[WHAT THE EXERCISE ASKS]: Take every line from the listing below that contains "Math".

* * * *

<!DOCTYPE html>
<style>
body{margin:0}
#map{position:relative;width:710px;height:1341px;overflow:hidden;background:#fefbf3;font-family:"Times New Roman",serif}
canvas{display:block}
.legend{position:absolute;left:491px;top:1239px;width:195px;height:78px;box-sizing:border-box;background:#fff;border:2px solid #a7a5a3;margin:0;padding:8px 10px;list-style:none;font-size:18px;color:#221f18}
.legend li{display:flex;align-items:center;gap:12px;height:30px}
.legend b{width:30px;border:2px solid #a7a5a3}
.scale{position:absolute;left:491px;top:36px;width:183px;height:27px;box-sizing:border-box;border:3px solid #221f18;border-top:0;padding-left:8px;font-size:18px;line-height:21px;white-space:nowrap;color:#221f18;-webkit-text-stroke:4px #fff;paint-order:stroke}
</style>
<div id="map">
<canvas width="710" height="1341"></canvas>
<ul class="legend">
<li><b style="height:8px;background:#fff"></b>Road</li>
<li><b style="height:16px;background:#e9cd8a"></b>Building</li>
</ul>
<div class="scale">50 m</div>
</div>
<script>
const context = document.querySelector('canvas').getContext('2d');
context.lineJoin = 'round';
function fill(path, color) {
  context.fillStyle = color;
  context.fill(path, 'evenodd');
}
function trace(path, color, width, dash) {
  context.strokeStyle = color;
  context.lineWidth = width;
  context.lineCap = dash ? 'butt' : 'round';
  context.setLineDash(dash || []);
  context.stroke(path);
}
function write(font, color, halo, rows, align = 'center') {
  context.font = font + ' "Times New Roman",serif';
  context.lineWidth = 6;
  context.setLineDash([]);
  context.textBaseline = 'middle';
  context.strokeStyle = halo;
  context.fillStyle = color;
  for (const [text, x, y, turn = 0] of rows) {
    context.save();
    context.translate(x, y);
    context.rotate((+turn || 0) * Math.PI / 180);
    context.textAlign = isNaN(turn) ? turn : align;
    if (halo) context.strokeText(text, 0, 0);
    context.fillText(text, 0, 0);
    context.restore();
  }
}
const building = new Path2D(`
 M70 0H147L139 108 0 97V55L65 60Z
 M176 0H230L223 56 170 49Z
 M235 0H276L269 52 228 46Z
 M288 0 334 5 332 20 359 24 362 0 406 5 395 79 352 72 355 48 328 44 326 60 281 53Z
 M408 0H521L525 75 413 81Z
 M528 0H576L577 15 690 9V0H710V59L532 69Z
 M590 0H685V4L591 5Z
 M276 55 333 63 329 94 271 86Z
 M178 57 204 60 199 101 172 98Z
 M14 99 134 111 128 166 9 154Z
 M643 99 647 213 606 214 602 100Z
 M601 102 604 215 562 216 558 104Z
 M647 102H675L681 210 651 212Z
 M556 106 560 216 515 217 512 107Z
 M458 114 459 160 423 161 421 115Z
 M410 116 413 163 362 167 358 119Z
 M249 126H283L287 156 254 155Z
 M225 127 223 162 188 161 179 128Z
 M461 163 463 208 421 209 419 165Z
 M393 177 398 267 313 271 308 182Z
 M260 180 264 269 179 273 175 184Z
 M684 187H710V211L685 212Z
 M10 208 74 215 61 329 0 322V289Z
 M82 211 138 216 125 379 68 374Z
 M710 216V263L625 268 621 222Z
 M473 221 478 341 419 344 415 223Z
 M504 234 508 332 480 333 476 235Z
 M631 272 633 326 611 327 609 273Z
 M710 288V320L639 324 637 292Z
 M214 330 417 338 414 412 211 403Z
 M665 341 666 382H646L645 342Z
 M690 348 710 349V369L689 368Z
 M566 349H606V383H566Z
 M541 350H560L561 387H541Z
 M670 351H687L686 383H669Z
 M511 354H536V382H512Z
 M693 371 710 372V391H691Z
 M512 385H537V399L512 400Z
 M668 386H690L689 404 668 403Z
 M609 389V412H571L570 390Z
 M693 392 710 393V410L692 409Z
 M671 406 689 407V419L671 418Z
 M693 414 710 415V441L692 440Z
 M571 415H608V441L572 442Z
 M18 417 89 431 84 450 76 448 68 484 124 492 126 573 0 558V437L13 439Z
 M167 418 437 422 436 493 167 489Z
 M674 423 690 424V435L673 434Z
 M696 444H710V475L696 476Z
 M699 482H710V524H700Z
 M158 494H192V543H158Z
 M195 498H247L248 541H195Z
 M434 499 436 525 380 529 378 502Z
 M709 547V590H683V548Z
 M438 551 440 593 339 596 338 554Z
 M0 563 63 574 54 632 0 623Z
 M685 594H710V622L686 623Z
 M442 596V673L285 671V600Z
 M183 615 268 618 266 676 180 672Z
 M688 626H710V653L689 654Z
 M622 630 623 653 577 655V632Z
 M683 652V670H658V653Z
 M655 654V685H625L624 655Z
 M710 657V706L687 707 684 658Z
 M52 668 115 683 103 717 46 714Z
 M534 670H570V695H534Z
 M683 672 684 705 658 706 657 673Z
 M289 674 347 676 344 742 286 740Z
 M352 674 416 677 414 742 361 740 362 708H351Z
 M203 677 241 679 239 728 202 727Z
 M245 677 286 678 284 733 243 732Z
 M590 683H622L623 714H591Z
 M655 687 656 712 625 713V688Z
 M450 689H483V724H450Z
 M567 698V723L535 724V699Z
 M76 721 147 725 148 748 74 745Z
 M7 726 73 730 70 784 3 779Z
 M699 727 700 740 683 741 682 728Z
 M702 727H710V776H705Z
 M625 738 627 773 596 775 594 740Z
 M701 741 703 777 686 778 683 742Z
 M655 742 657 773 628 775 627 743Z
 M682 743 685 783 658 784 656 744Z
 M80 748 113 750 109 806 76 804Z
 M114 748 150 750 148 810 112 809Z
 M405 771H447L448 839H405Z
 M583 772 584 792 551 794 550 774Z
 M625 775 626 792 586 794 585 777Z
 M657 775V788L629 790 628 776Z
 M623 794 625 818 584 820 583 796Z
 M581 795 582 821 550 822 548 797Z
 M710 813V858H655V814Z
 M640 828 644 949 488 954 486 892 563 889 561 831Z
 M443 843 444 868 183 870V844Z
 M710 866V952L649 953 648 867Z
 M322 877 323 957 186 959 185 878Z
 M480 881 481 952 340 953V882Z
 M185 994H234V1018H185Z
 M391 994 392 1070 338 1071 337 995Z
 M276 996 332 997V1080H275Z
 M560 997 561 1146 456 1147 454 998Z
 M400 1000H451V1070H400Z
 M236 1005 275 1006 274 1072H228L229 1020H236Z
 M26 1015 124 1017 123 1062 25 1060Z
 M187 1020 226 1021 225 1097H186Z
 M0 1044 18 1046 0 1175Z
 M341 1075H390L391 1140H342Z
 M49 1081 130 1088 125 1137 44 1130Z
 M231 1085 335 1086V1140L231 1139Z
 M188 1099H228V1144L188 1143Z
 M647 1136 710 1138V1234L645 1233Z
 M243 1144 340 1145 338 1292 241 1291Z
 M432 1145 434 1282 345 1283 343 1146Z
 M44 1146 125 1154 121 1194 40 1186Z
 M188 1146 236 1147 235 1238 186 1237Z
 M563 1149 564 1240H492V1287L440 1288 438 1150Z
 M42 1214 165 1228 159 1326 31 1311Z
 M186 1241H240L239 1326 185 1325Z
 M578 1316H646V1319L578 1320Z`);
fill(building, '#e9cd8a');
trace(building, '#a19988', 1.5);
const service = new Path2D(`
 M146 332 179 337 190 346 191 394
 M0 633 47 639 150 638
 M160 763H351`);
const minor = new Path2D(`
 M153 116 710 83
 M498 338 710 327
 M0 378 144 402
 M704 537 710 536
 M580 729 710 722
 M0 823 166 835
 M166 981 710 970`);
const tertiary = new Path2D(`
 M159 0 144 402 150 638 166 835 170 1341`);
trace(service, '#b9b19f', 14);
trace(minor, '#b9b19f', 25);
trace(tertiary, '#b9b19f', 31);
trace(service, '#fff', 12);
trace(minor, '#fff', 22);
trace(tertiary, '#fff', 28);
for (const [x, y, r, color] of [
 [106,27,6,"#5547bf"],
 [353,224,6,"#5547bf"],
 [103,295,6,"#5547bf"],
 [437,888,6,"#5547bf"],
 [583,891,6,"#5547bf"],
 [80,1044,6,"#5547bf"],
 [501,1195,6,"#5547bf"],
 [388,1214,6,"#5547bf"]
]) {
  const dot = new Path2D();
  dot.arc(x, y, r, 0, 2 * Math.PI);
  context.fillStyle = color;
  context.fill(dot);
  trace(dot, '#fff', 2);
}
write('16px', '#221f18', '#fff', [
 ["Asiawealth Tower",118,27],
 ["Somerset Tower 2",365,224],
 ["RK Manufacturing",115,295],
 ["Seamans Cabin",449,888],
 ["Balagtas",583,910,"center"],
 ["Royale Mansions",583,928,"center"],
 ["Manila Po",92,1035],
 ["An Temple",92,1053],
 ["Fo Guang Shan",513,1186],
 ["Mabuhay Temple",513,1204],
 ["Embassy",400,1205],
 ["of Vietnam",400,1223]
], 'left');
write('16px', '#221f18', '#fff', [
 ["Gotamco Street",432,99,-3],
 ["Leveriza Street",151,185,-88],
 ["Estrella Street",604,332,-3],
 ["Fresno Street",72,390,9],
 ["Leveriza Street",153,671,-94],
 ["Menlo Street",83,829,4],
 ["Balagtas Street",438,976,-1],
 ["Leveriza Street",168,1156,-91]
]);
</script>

* * * *

[SOLUTION FOR THIS EXERCISE]:
    context.rotate((+turn || 0) * Math.PI / 180);
  dot.arc(x, y, r, 0, 2 * Math.PI);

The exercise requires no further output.